## PROBLEM TO WORK ON
The answer should be each line from the entries below that has the word "solid" in it.

Segment Start: DATA TO PROCESS

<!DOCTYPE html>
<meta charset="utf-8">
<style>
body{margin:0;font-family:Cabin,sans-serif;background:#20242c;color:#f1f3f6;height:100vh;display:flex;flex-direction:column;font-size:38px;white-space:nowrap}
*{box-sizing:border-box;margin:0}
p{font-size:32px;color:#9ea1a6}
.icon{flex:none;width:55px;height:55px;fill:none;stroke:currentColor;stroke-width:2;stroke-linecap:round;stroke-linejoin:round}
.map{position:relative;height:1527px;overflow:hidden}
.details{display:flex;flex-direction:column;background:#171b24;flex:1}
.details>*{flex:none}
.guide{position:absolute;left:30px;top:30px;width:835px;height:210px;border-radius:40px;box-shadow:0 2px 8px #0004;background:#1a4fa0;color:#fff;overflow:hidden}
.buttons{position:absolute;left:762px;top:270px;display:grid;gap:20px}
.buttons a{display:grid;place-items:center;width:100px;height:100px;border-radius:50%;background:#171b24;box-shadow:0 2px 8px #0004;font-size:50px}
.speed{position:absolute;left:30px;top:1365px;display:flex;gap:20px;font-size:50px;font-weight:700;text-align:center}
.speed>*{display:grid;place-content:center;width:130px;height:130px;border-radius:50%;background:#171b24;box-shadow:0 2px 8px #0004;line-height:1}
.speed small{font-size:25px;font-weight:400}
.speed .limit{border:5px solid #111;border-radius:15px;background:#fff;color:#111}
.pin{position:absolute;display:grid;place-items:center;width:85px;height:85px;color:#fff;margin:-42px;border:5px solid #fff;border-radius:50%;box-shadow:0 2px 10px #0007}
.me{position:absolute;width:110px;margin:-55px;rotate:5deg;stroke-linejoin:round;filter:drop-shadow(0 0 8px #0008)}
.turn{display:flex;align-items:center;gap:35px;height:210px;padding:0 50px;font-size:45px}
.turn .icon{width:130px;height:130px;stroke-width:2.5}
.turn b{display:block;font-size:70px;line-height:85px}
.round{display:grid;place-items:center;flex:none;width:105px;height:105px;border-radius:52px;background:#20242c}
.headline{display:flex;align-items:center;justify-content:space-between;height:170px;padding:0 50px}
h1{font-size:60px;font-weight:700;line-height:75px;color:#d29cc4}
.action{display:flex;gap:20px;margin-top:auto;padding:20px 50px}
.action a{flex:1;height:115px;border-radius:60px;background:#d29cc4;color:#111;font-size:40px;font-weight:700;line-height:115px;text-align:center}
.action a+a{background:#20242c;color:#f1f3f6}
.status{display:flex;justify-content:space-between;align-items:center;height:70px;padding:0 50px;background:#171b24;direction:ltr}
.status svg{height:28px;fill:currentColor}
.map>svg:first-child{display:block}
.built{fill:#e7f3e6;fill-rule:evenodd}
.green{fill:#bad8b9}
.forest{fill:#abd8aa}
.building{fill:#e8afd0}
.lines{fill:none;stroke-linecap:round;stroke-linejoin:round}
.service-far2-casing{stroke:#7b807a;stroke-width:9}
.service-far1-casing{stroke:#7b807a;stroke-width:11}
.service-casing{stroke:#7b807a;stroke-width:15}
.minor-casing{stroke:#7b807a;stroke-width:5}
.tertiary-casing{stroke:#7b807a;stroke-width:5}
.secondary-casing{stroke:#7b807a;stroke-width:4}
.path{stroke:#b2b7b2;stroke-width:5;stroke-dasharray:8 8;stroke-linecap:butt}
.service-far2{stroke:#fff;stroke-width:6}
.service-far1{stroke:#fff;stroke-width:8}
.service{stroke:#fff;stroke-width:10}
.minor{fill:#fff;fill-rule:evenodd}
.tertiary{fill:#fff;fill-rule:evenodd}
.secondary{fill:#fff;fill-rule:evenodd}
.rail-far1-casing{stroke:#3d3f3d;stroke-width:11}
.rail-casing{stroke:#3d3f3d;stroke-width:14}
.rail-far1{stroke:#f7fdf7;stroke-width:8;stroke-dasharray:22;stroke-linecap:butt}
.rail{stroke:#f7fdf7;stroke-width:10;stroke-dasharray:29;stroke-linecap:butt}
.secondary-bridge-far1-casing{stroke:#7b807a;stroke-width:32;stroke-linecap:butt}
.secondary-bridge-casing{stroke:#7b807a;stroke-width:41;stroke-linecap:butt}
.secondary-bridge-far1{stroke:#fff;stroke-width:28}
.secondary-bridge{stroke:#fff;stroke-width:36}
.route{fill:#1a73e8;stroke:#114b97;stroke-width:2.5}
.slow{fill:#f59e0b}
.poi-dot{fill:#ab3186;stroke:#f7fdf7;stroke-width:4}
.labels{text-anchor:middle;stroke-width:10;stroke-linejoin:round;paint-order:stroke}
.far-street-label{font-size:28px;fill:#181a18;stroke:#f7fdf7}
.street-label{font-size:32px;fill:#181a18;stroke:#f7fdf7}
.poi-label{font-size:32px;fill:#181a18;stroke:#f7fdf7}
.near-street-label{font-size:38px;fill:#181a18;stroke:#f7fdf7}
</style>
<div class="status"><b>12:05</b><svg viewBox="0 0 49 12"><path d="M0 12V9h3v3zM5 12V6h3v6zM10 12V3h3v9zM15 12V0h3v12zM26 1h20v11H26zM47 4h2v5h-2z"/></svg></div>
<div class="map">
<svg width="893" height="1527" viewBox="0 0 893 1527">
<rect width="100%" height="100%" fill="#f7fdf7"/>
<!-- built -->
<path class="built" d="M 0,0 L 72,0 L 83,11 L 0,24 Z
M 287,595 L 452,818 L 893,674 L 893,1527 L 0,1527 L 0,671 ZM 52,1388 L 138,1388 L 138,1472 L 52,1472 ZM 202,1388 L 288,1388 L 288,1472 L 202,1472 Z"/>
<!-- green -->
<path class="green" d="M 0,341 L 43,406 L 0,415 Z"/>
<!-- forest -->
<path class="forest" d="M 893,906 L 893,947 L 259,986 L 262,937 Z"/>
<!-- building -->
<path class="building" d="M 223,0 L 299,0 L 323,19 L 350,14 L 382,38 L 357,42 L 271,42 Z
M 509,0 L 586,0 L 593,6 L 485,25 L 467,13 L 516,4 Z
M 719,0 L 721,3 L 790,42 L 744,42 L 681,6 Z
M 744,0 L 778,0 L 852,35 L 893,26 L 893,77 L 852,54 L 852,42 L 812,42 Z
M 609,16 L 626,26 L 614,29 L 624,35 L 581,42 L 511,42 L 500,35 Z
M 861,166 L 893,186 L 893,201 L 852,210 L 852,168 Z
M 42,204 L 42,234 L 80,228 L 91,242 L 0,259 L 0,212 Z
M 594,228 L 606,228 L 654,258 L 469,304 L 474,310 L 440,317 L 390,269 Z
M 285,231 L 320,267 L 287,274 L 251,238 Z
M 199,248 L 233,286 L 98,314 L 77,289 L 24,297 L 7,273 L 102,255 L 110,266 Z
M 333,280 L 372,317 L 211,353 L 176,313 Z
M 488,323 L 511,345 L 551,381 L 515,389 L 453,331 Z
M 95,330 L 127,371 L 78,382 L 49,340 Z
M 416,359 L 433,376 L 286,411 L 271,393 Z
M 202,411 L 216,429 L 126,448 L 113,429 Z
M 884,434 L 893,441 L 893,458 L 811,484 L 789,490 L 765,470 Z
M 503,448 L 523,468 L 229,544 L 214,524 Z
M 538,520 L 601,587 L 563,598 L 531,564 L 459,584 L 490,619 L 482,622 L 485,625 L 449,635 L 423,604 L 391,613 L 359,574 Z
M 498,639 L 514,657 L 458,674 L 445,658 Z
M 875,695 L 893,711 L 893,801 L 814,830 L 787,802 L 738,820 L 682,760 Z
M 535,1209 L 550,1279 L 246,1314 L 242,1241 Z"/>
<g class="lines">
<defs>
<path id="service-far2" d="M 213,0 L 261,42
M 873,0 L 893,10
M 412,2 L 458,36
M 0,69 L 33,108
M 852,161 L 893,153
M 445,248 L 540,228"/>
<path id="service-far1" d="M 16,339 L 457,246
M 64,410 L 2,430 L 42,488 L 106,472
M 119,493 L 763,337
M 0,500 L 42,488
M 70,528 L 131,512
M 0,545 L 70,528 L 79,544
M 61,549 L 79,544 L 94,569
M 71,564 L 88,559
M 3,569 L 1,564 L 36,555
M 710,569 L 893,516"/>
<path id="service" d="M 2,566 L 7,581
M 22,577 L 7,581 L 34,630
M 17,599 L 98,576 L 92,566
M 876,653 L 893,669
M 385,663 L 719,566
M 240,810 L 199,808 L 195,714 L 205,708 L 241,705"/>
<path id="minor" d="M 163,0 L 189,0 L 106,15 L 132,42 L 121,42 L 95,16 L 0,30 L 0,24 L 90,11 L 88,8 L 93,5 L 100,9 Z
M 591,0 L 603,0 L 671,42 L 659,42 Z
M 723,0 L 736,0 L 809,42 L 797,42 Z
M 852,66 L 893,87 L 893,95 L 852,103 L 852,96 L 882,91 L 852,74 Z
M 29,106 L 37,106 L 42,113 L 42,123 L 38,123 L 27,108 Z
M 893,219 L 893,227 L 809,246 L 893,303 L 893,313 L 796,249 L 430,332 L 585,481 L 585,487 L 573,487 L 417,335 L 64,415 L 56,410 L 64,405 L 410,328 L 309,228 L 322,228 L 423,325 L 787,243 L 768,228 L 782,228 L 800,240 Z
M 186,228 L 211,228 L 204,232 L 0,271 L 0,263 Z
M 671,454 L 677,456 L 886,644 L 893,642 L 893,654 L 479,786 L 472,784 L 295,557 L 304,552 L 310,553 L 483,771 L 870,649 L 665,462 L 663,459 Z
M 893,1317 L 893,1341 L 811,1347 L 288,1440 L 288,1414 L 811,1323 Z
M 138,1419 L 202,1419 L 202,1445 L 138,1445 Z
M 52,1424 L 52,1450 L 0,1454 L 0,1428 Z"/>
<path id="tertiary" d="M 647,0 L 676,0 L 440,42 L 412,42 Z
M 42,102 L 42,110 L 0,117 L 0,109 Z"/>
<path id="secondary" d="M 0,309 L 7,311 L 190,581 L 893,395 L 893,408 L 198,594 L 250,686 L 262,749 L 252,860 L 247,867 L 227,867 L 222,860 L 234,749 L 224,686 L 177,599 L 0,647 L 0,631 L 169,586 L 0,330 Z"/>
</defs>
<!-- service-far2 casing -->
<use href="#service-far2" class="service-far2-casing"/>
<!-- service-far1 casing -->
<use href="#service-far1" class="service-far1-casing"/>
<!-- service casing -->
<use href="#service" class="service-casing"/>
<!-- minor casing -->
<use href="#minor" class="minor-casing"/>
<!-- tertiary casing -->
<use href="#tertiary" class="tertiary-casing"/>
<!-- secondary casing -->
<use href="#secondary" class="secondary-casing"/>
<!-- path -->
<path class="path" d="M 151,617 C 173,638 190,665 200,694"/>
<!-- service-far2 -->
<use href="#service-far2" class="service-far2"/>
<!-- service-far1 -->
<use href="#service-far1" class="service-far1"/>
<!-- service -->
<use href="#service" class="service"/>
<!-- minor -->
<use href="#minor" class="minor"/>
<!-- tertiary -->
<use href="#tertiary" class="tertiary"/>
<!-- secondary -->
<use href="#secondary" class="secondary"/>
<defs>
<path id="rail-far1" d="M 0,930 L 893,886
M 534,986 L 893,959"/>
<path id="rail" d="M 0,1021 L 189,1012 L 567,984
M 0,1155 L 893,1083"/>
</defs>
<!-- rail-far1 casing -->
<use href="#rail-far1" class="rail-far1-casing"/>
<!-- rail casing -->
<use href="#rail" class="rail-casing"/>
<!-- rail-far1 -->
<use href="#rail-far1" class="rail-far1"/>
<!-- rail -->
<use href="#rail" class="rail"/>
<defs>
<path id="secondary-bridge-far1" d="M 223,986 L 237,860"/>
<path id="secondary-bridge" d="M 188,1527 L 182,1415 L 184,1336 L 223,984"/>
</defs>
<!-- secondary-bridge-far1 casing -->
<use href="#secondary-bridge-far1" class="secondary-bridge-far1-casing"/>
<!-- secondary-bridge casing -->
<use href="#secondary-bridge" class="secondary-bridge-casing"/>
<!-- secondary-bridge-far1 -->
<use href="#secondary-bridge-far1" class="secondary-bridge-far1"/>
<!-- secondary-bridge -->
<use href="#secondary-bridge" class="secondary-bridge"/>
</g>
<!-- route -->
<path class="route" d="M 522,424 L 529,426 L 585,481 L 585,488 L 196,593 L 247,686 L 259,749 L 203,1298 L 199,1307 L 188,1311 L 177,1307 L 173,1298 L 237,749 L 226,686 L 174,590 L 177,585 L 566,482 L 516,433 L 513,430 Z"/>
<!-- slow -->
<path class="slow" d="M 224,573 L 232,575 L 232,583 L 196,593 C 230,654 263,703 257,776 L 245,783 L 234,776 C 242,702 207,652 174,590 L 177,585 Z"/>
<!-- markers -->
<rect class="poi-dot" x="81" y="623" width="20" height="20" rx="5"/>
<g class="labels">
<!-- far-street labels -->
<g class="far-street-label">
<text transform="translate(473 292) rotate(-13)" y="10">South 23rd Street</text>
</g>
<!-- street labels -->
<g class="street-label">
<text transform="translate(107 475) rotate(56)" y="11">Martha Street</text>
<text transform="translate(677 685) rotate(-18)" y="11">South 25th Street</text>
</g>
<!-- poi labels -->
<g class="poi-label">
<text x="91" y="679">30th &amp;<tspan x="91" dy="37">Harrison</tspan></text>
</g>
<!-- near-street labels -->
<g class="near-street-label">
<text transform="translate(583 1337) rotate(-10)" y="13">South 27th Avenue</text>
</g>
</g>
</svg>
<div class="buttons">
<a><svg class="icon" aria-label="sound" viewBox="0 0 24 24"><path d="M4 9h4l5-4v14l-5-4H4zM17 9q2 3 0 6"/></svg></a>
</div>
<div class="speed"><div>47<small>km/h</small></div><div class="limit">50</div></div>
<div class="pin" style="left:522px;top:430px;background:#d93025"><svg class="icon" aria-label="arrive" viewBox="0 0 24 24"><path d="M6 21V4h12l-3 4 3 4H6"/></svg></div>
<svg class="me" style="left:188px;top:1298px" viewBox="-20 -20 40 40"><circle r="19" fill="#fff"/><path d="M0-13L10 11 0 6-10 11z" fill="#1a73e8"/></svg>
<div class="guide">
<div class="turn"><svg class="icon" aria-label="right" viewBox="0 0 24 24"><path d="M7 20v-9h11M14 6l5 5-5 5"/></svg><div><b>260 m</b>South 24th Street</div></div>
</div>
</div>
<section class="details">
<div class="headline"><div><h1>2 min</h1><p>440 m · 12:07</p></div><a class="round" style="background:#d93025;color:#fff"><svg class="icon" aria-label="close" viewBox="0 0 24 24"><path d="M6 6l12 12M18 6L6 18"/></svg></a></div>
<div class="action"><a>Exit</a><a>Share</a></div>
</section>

Segment End: DATA TO PROCESS

## ANSWER TO THIS TASK
.speed .limit{border:5px solid #111;border-radius:15px;background:#fff;color:#111}
.pin{position:absolute;display:grid;place-items:center;width:85px;height:85px;color:#fff;margin:-42px;border:5px solid #fff;border-radius:50%;box-shadow:0 2px 10px #0007}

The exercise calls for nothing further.